La escisión extracapsular convencional puede dañar los fascículos normales durante la disección de la cápsula. La escisión Intracapsular con disección suave entre la cápsula tumoral y los fascículos normales minimiza el riesgo de daño nervioso., La capa epineurial que cubre la cápsula tumoral debe diseccionarse de manera similar a pelar una cebolla para permitir la extracción segura del tumor, al que se debe acercarse por sus polos proximal y distal (Figura 12). Los fascículos ubicados en el tumor generalmente no funcionan; por lo tanto, la escisión de estos fascículos no conduce a déficits neurológicos . El uso del microscopio quirúrgico y la técnica de microneuroquirúrgica ha modificado el resultado de la escisión extracapsular convencional, como se ha visto en nuestra serie de casos, con una morbilidad postoperatoria mínima., Esta técnica facilita la escisión extracapsular del tumor por técnica microscópica junto con la fibra nerviosa que corre a través de ella (si no se puede separar), ahorrando así las otras fibras nerviosas y manteniendo una morbilidad mínima.

Figura 12
la Técnica de extracción extracapsular de la escisión.,

se debe intentar la escisión extracapsular completa preservando el nervio de origen cuando sea factible , pero para los schwannomas extensos, el sacrificio del nervio con la reconstrucción y la rehabilitación son consideraciones importantes.

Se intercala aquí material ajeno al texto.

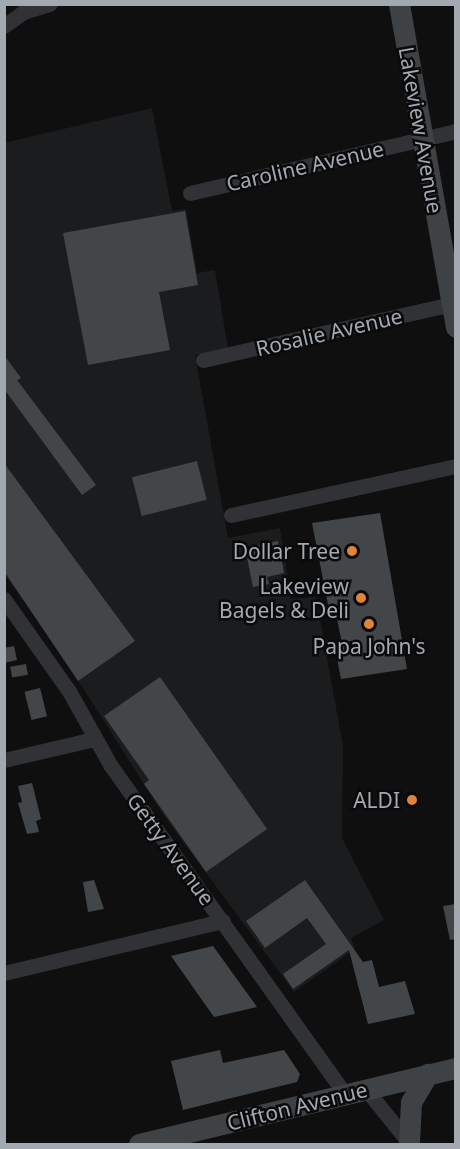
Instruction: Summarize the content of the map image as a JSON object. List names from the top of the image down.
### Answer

la elección del abordaje quirúrgico está dictada por el tamaño del tumor, su ubicación, su relación con los grandes vasos y la sospecha de malignidad.

4., Conclusión

este reporte de caso enfatiza la rareza de los schwannomas en el seno maxilar que involucran el trigémino, que surgen del plexo braquial, el nervio vago y los nervios espinales cervicales, respectivamente. Entre las técnicas quirúrgicas, la escisión extracapsular completa utilizando la técnica microneuroquirúrgica con microscopio quirúrgico es la técnica preferida defendida. Un schwannoma, aunque poco frecuente, debe considerarse como un diagnóstico diferencial de una masa unilateral de crecimiento lento en la región de la cabeza y el cuello, particularmente en un ADULTO. Son difíciles de diagnosticar en el preoperatorio., Los hallazgos radiológicos generalmente no son diagnósticos. El diagnóstico se basa en la sospecha clínica, y la confirmación se obtiene a menudo por medio de la patología quirúrgica. El asesoramiento preoperatorio exhaustivo de los pacientes para informarles de la posible aparición de déficit neurológico es importante. No se recomienda la vigilancia a largo plazo, a pesar de que estos tumores son benignos y en su mayoría asintomáticos. La recurrencia es poco frecuente.

consentimiento

se obtuvieron consentimientos informados escritos de los pacientes para la publicación de estos casos y las imágenes acompañantes.,

conflictos de intereses

los autores informan que no existen conflictos de intereses.

contribuciones de los autores

Ishtyaque Ansari es el autor principal y fue el principal cirujano quirúrgico, involucrado en el diseño, supervisión de proyectos, análisis de datos, Edición y aprobación final. Ashfaque Ansari fue el cirujano operatorio y participó en la supervisión del proyecto, el análisis de datos y la edición. Arjun Antony Graison es el autor para correspondencia y fue el cirujano asistente, responsable de la recolección de datos, análisis de datos, redacción y edición de manuscritos. Hitendra Joshi and Anuradha J., Patil eran los cirujanos operantes y responsables de la edición.